Early Experiments on Carotid Baroreflex Activation
Animal Experiments
Despite the foregoing, there has been ongoing interest in devices to stimulate the baroreceptor system. Pioneering work was done by Bilgutay and Lillehei [9], who designed a compact, implantable device with two flat, discoid, stainless steel electrodes that were attached directly to the baroreceptor area and sutured in the wall of the carotid arteries. The unit was triggered intermittently by R waves picked up from the heart by an electrode. These investigators reported on the results of their experiments in four groups of dogs: normotensive, acute neurogenic hypertensive, renal hypertensive, and arteriosclerotic. Bilateral electrical stimulation of the baroreceptor for 2 h caused a drop in blood pressure in all dogs, but the best results were seen in the hypertensive dogs, with decreases ranging from 28 to 100 mm Hg systolic and from 12 to 75 mm Hg diastolic. Griffith and Schwartz [10] also designed an implantable device with a bipolar electrode that was attached directly to the carotid sinus nerve. They showed that unilateral electrical stimulation in normotensive and renal hypertensive dogs (with or without sectioning of the contralateral carotid sinus nerve) reduced blood pressure in all animals. After the stimulation was discontinued, blood pressure quickly returned to baseline levels. A few years later, Neistadt and Schwartz [11] reported similar results in 14 adult dogs with experimentally induced hypertension. They applied an implantable carotid sinus nerve stimulator with two electrodes and an external rechargeable transmitter. On the day of implantation, a 36% decrease of mean arterial pressure was measured. During the first month, three dogs died and five extracted their stimulator, so only six dogs were evaluated at 1 month. The average decrease in mean arterial pressure with carotid nerve stimulation was 30%. After 2 months, three dogs could be evaluated; at that time, the average decrease in pressure was 23%.
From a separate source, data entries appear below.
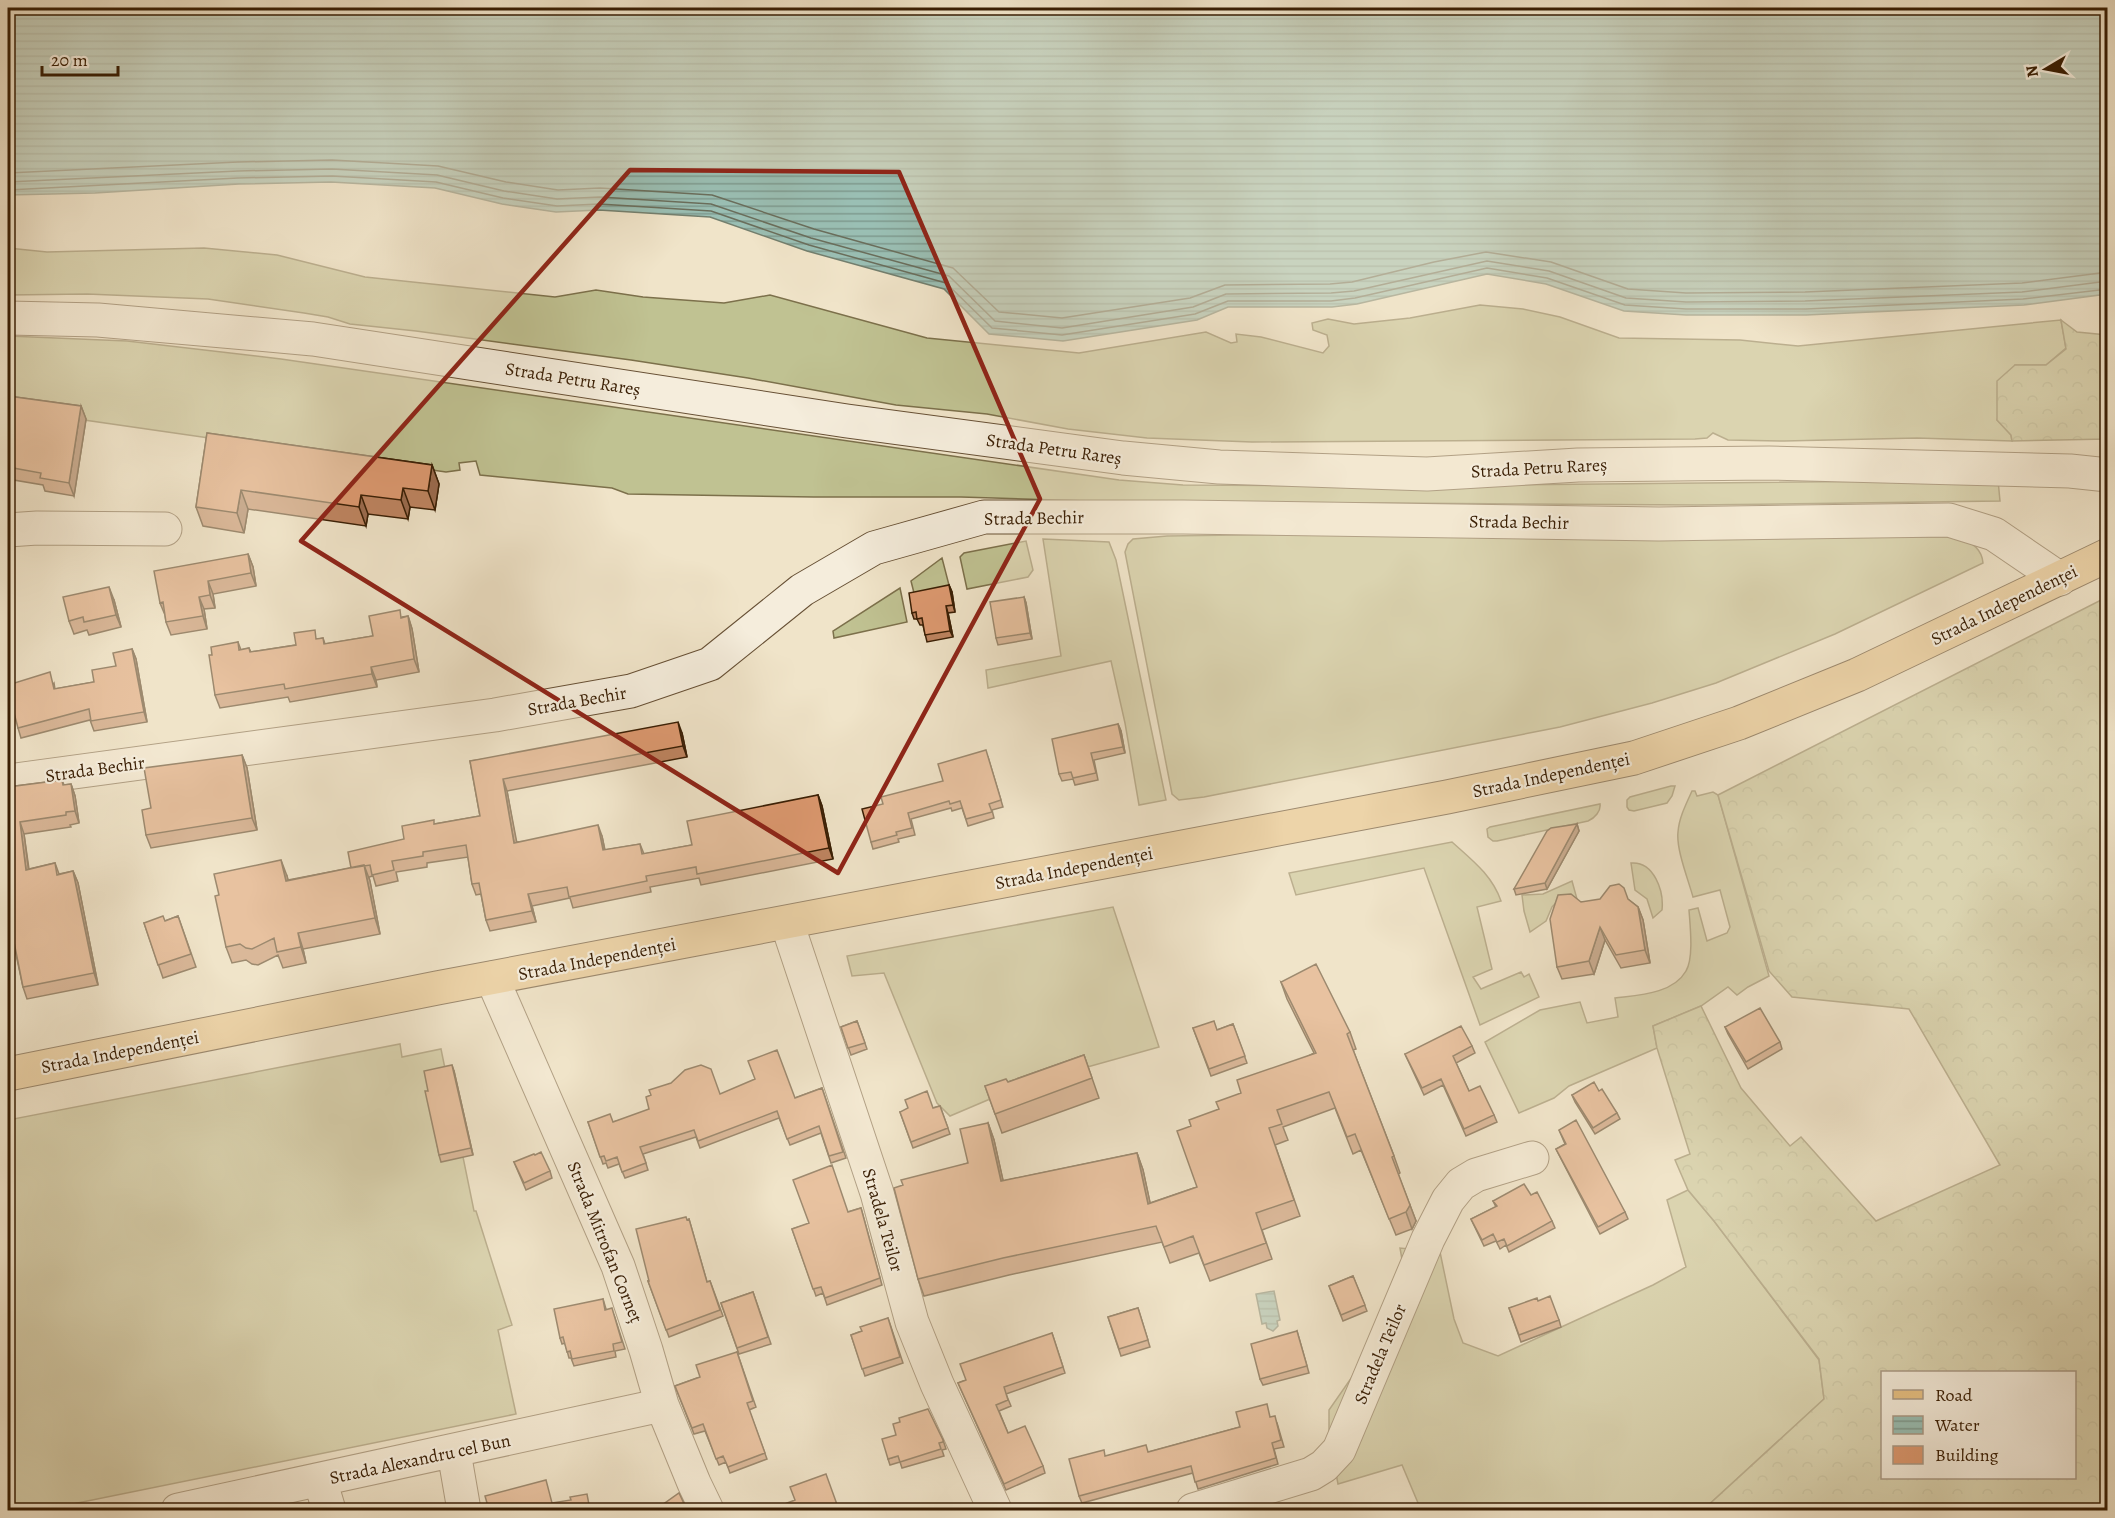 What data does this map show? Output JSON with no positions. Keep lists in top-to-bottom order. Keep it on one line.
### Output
{"streets":{"main road":["Strada Independenței"],"street":["Strada Petru Rareș","Strada Bechir","Stradela Teilor","Strada Mitrofan Corneț","Strada Alexandru cel Bun"]},"crossings":[["Strada Bechir","Strada Independenței"],["Strada Independenței","Stradela Teilor"],["Strada Independenței","Strada Mitrofan Corneț"],["Strada Mitrofan Corneț","Strada Alexandru cel Bun"]],"legend":["Road","Water","Building"],"scale_bar":"20 m","north":"left"} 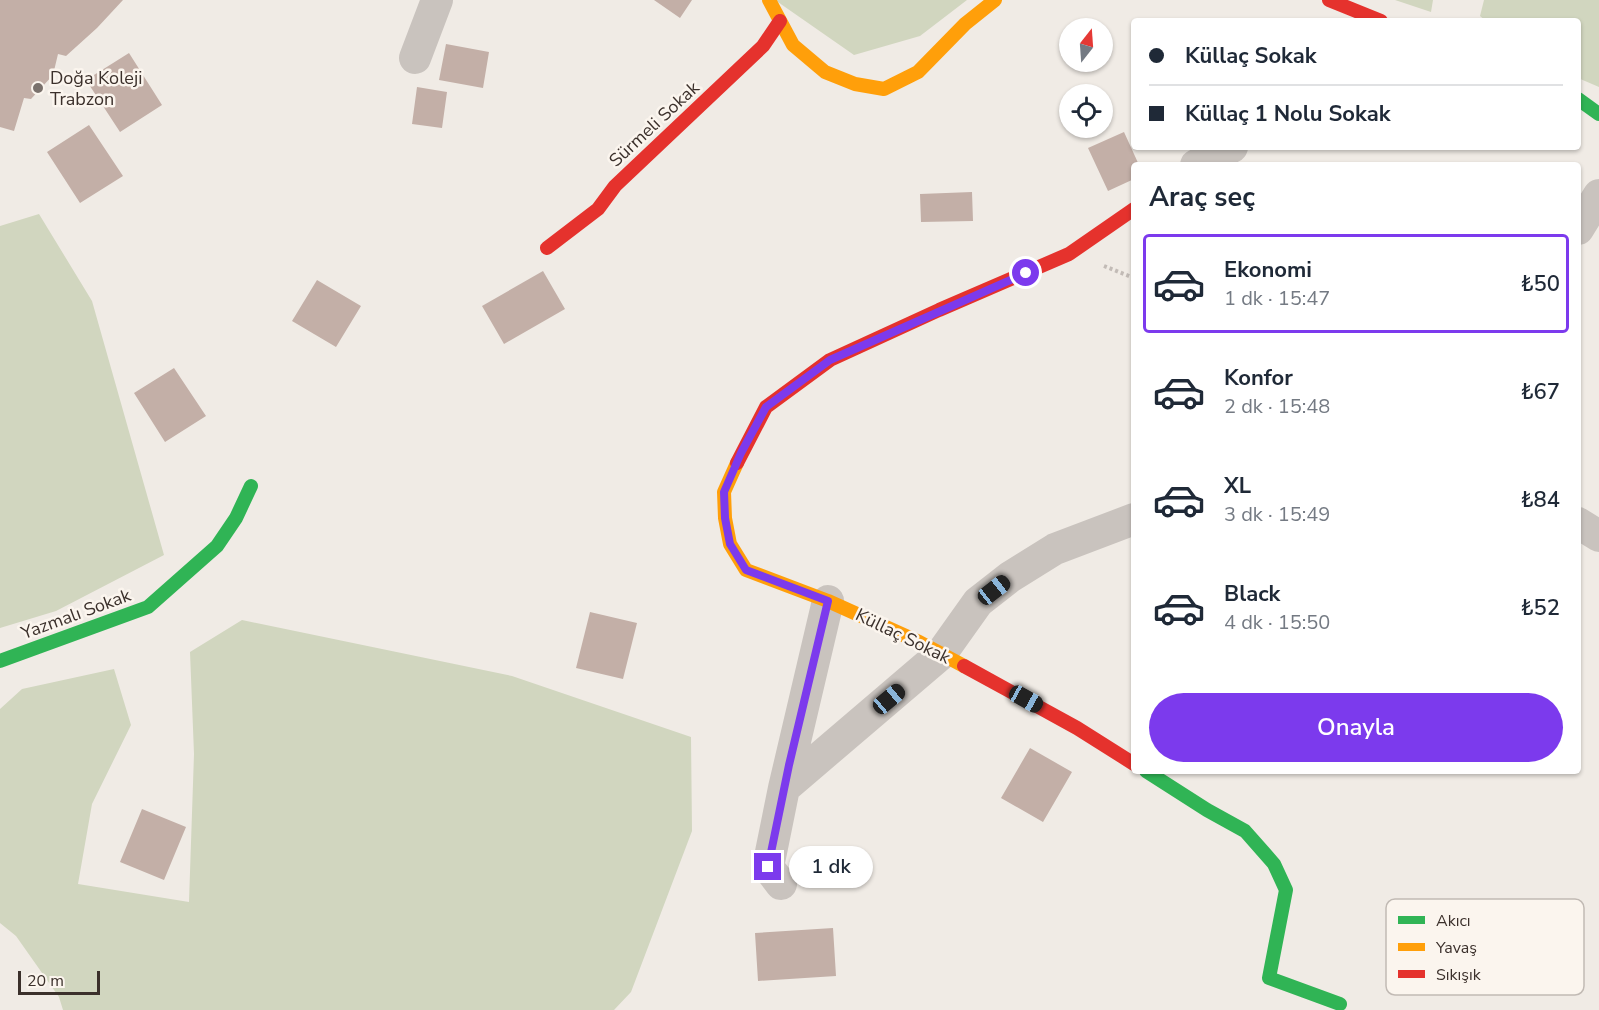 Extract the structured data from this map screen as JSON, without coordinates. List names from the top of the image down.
{
  "streets": {
    "street": ["Sürmeli Sokak", "Yazmalı Sokak", "Küllaç Sokak"]
  },
  "places": ["Doğa Koleji Trabzon"],
  "legend": ["Akıcı", "Yavaş", "Sıkışık"],
  "scale_bar": "20 m",
  "north": "top",
  "page": {
    "banner": ["Küllaç Sokak", "Küllaç 1 Nolu Sokak"],
    "heading": "Araç seç",
    "list": [
      {
        "name": "Ekonomi",
        "note": "1 dk · 15:47",
        "value": "₺50"
      },
      {
        "name": "Konfor",
        "note": "2 dk · 15:48",
        "value": "₺67"
      },
      {
        "name": "XL",
        "note": "3 dk · 15:49",
        "value": "₺84"
      },
      {
        "name": "Black",
        "note": "4 dk · 15:50",
        "value": "₺52"
      }
    ],
    "buttons": "Onayla",
    "bubble": "1 dk",
    "scale": "20 m"
  }
} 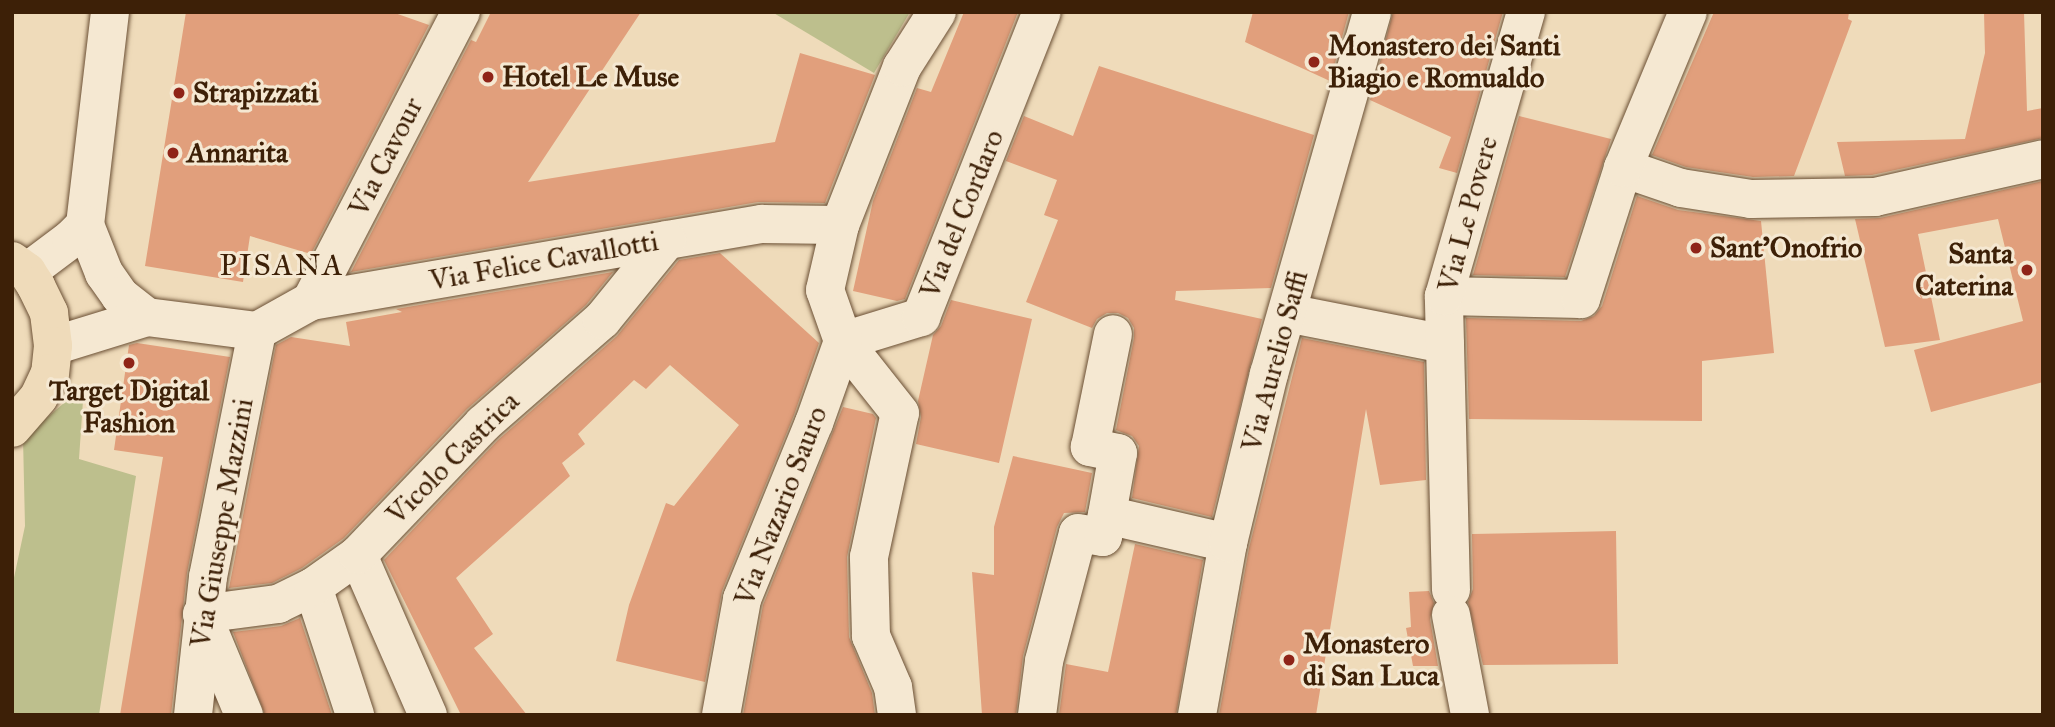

In 1969, Agishi and colleagues [12] reported on their experiments with carotid sinus nerve stimulation in mongrel dogs. Direct stimulation caused a drop in blood pressure in all normotensive and hypertensive dogs. Chronic stimulation was applied in eight hypertensive dogs and all responded well. Other researchers have also shown a reduction in blood pressure in animals subjected to carotid sinus nerve stimulation. From these experiments, one can conclude that stimulation of the carotid baroreceptor or carotid sinus nerve can, indeed, lower blood pressure, at least in experimental animals.
Human Experiments
Carlsten and colleagues [13] were the first to report on the effects of brief episodes of direct carotid sinus stimulation in humans. They studied five patients with neck cancer, in whom the cancer process made a dissection of the carotid sinus region necessary. Their findings were identical to those obtained in the animal experiments. Electrical stimulation of the carotid sinus nerve caused a typical response, with a prompt fall in mean blood pressure, pulse amplitude, and heart rate. In 1966, Bilgutay and Lillehei [14] reported on the results of the first two patients who were treated with an electronic implantable device for up to 12 months. These patients experienced an immediate and significant reduction in blood pressure of 70/35 and 100/40 mm Hg. In the first patient, blood pressure remained at the lower level, but in the second patient, the pressure tended to return towards baseline levels. At about the same time, Schwartz and colleagues [15] published their results on chronic electrical stimulation of the carotid sinus nerve in 11 humans. Eight patients, who had been subjected to carotid sinus nerve stimulation for periods varying between 5 months and 2½ years, were treated successfully, with a sustained reduction in blood pressure of 30 to 100 mm Hg systolic and 24 to 80 mm Hg diastolic. Two patients responded only minimally and one died of renal failure 2 months postoperatively.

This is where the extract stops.